Repeat the span of the entries below that starts at the line with "Quick job: Extract" and ends at the line with "Quick job: Build", nothing more. Skip the pictures.

Stored data entries
- Opening Delimiter -

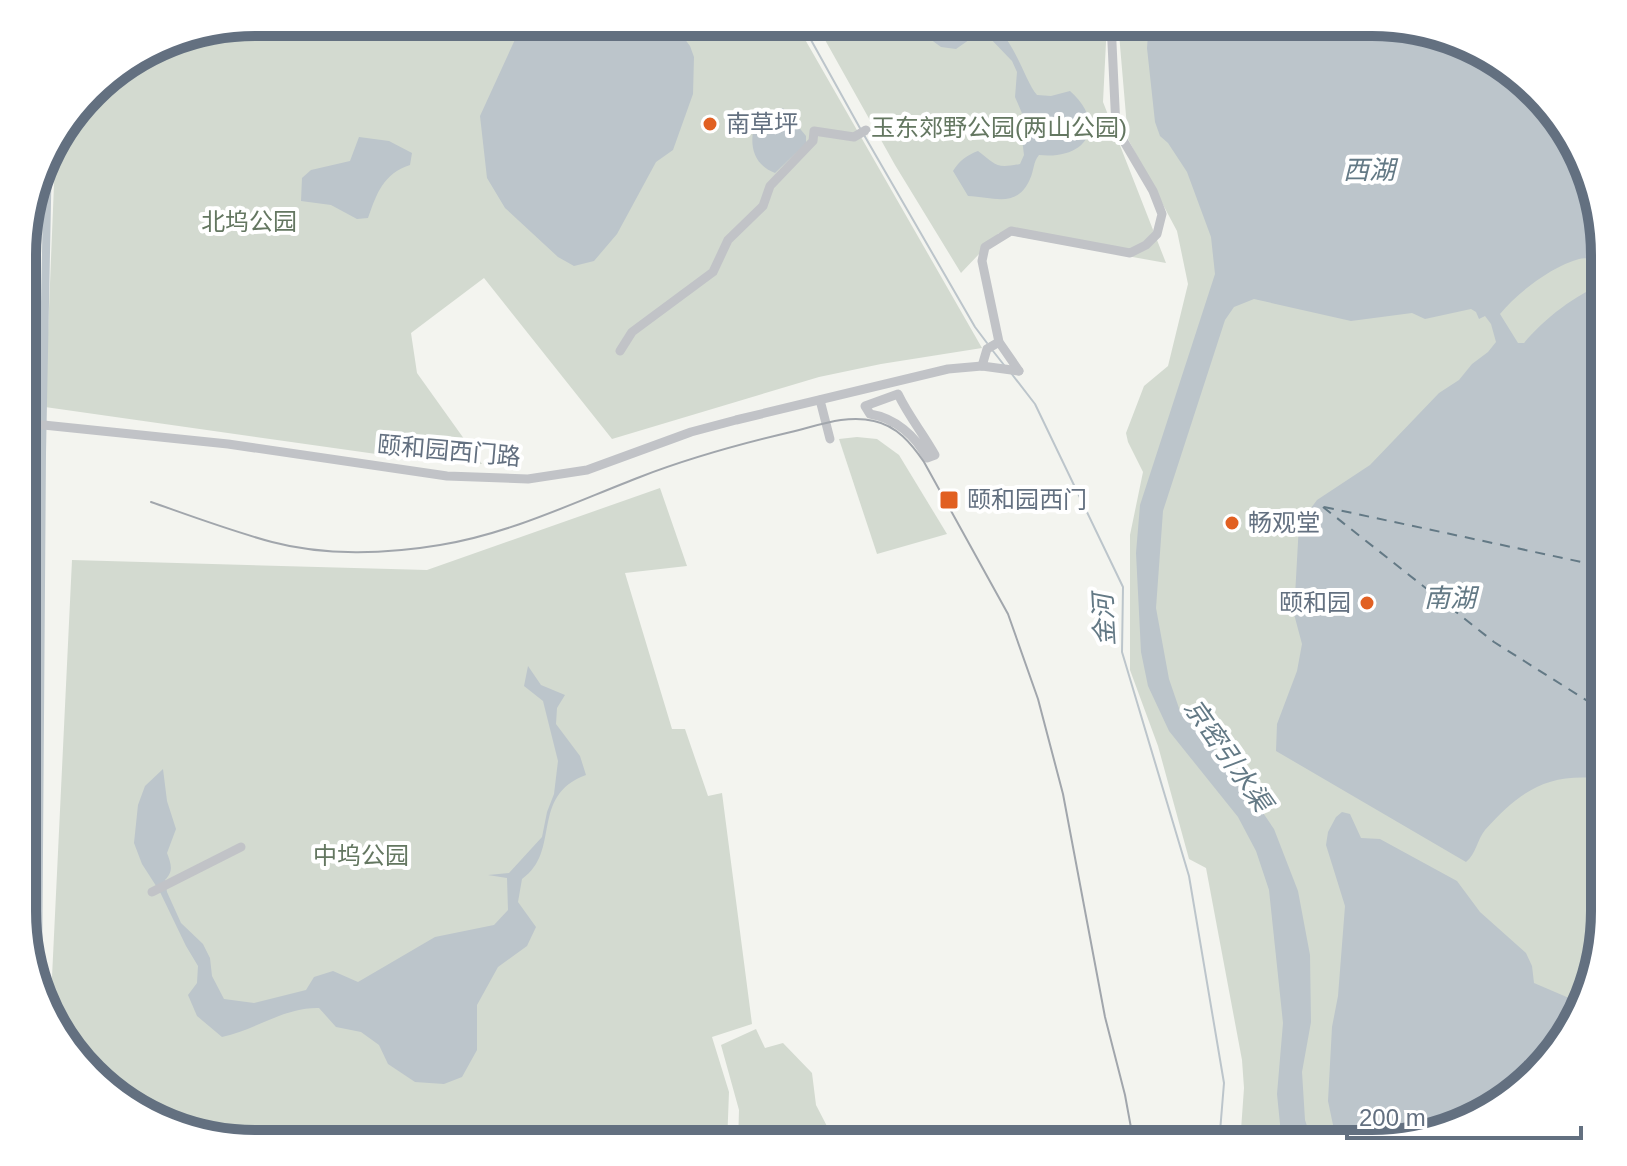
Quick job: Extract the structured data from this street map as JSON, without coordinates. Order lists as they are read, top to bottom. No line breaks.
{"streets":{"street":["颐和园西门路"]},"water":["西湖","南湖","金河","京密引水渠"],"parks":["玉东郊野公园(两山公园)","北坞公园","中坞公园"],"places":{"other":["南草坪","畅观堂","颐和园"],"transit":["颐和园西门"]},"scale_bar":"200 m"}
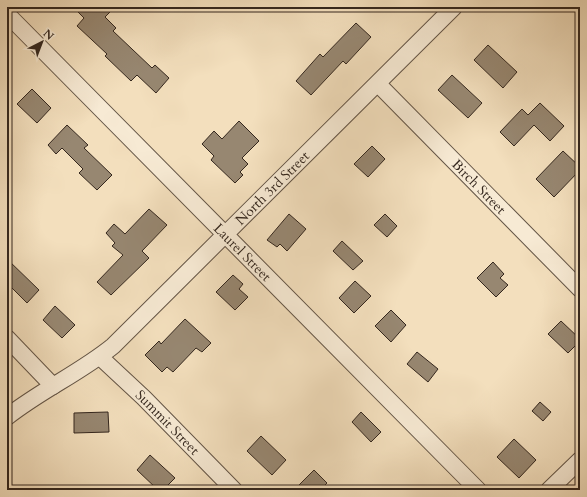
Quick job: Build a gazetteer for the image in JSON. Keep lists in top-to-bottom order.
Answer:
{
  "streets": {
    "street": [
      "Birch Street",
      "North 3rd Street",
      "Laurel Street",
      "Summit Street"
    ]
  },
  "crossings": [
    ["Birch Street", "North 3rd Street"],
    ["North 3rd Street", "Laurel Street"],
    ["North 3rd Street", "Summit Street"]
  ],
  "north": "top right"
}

- Closing Delimiter -
- Opening Delimiter -

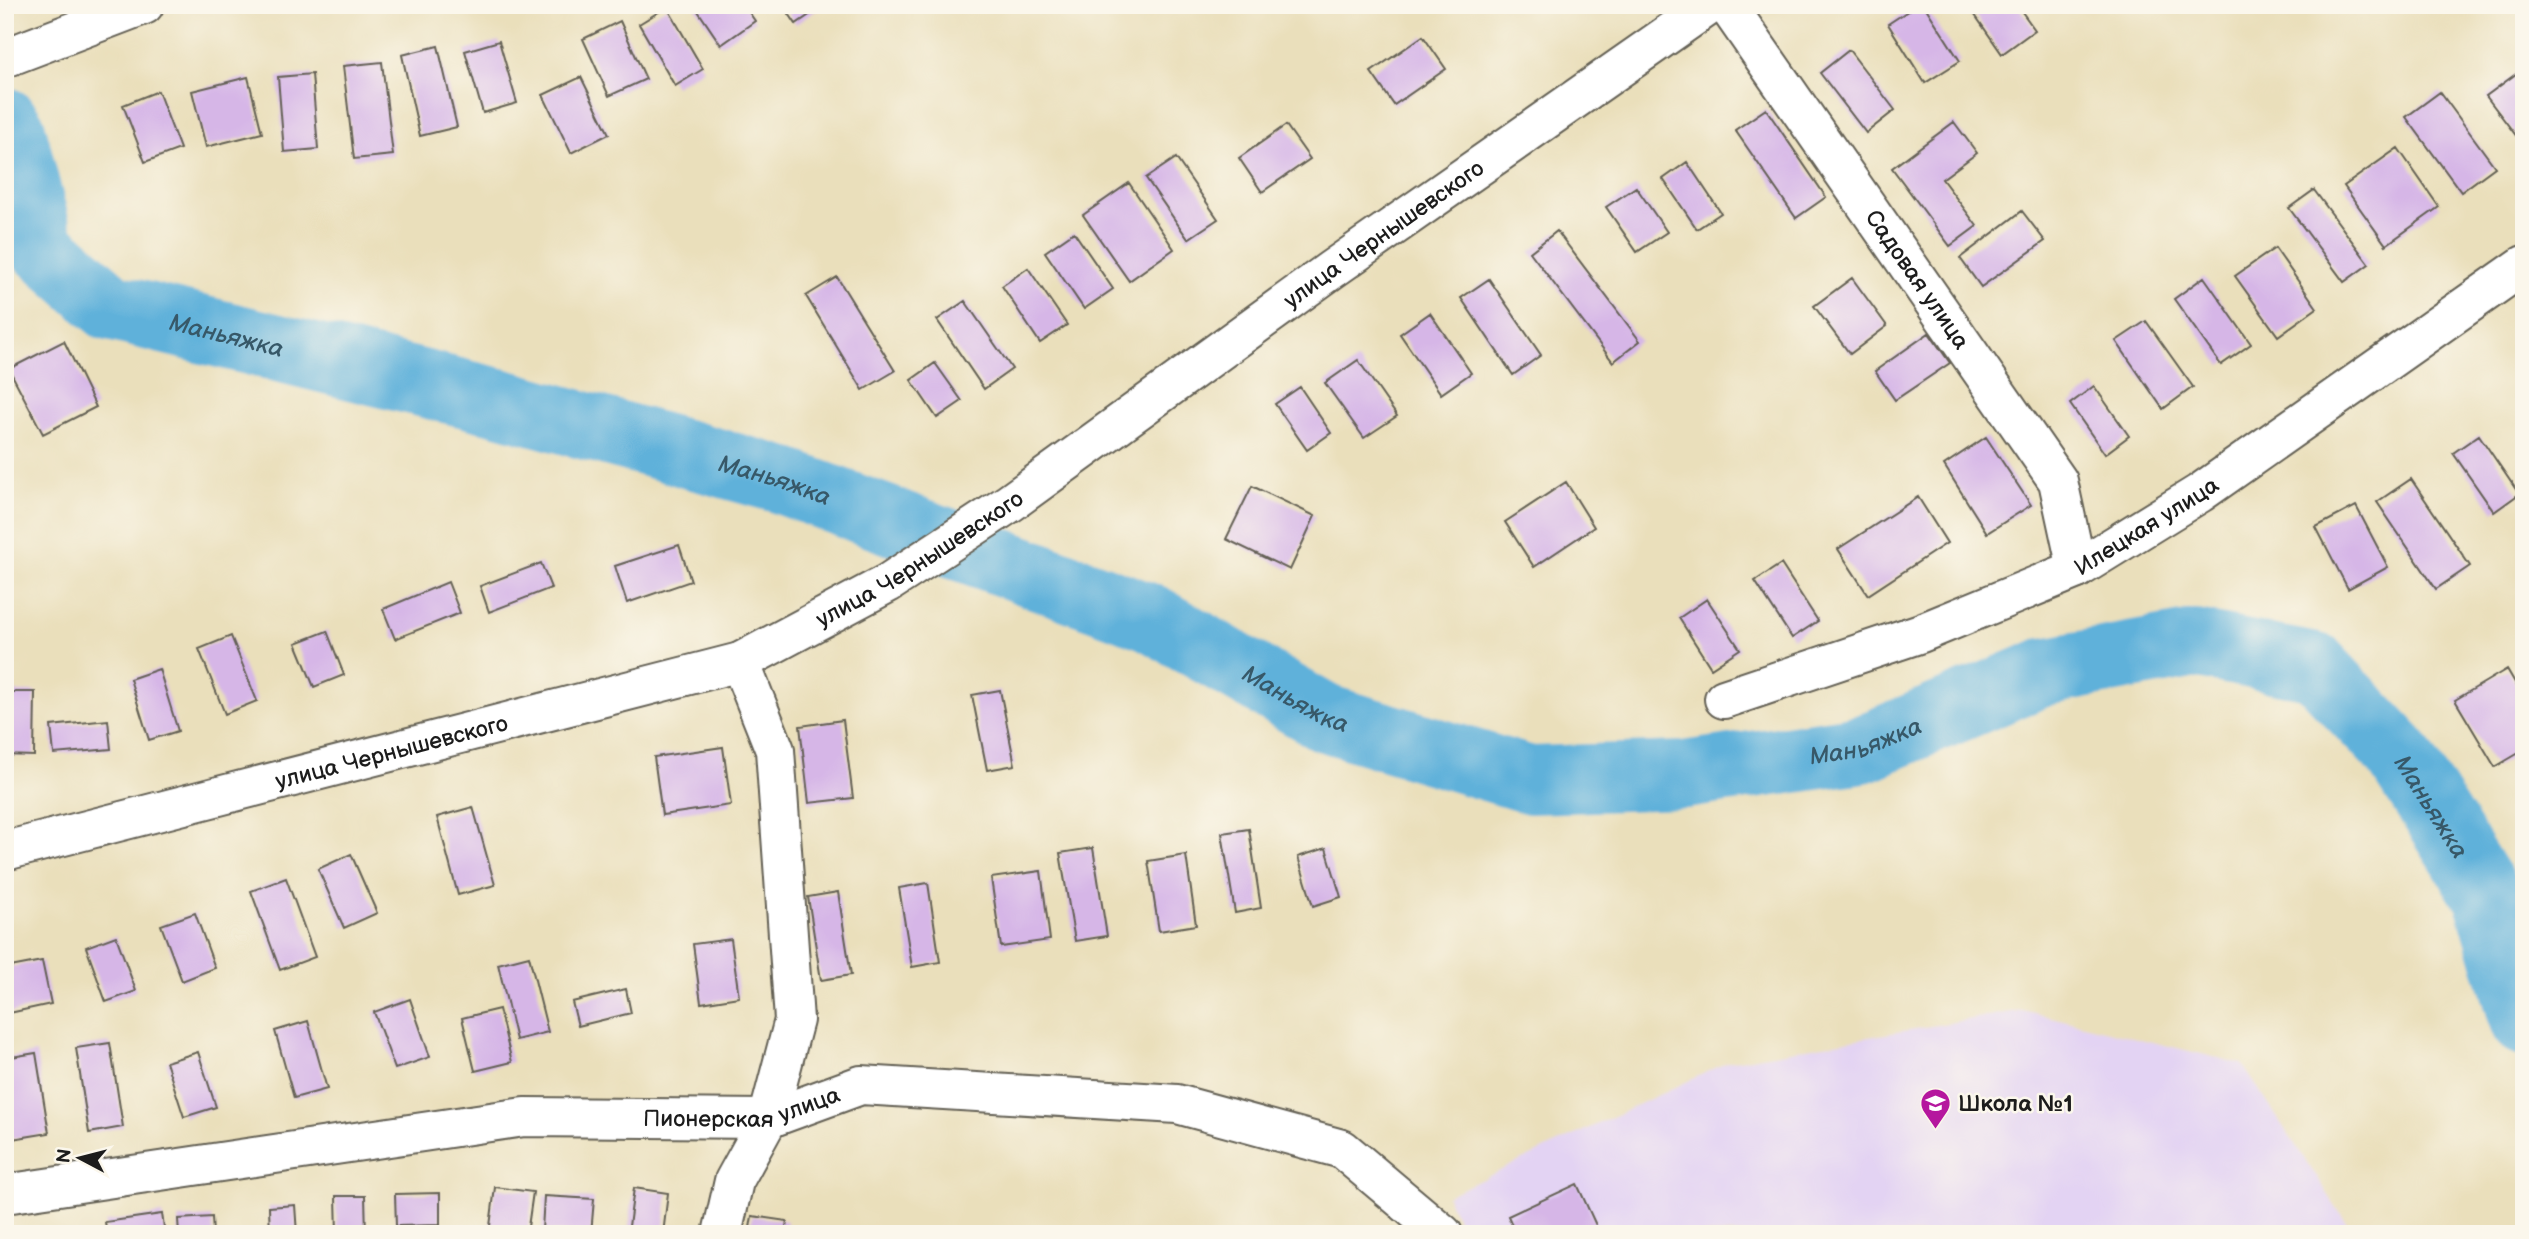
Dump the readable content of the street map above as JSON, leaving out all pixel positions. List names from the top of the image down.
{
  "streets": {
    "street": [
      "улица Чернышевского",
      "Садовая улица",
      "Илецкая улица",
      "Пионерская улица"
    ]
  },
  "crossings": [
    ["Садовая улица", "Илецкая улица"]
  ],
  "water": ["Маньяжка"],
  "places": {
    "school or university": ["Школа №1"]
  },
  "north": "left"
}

- Closing Delimiter -

* Your solution *
Quick job: Extract the structured data from this street map as JSON, without coordinates. Order lists as they are read, top to bottom. No line breaks.
{"streets":{"street":["颐和园西门路"]},"water":["西湖","南湖","金河","京密引水渠"],"parks":["玉东郊野公园(两山公园)","北坞公园","中坞公园"],"places":{"other":["南草坪","畅观堂","颐和园"],"transit":["颐和园西门"]},"scale_bar":"200 m"}
Quick job: Build a gazetteer for the image in JSON. Keep lists in top-to-bottom order.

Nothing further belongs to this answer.